§ ASSIGNMENT
Work through the lines below and count those holding "labels"; reply with the number only.

§ GIVEN INFORMATION
━━━

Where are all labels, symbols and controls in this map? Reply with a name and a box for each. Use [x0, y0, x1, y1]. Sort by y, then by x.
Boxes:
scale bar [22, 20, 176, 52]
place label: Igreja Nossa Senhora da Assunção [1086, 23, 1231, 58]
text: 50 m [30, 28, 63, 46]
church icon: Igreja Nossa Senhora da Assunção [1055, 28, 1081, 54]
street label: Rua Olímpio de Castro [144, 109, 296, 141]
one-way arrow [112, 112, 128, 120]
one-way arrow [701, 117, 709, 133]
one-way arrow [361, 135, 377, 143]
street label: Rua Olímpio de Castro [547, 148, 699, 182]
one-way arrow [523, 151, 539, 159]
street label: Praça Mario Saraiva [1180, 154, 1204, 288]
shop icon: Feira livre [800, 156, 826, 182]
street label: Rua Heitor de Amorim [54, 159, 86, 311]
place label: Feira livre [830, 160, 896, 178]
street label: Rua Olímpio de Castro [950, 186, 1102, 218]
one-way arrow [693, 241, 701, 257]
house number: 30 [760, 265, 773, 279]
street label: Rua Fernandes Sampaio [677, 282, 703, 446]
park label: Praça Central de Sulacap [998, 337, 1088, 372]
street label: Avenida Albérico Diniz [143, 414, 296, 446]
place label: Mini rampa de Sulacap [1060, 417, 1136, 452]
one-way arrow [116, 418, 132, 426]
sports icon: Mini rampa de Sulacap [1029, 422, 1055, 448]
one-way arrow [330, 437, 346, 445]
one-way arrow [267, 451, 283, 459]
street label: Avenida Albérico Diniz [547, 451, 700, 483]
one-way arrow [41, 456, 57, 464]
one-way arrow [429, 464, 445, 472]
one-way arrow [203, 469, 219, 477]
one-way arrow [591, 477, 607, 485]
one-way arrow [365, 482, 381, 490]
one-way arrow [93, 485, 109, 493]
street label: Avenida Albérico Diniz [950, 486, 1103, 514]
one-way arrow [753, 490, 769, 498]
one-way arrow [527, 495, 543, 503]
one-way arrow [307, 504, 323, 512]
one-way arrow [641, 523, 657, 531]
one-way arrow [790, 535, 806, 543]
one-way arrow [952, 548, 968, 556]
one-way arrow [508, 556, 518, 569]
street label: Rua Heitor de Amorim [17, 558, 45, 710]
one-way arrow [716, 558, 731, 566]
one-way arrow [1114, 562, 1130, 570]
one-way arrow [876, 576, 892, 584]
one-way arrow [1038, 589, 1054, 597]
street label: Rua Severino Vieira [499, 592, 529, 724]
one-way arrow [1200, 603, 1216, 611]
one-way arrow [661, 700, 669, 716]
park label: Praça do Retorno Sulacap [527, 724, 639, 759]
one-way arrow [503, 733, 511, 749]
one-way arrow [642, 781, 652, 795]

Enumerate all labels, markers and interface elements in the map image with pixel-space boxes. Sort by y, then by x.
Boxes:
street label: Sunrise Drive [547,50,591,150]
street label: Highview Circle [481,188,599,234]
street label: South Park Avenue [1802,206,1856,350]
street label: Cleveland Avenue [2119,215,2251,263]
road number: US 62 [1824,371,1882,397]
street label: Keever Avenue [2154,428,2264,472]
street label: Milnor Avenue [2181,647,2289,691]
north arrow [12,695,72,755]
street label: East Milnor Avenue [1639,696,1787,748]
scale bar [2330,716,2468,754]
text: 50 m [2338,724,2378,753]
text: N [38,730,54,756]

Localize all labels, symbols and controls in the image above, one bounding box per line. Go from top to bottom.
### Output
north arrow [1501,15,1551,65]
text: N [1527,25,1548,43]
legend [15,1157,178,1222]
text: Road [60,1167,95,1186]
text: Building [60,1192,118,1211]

━━━

§ THE COMPLETED TASK
3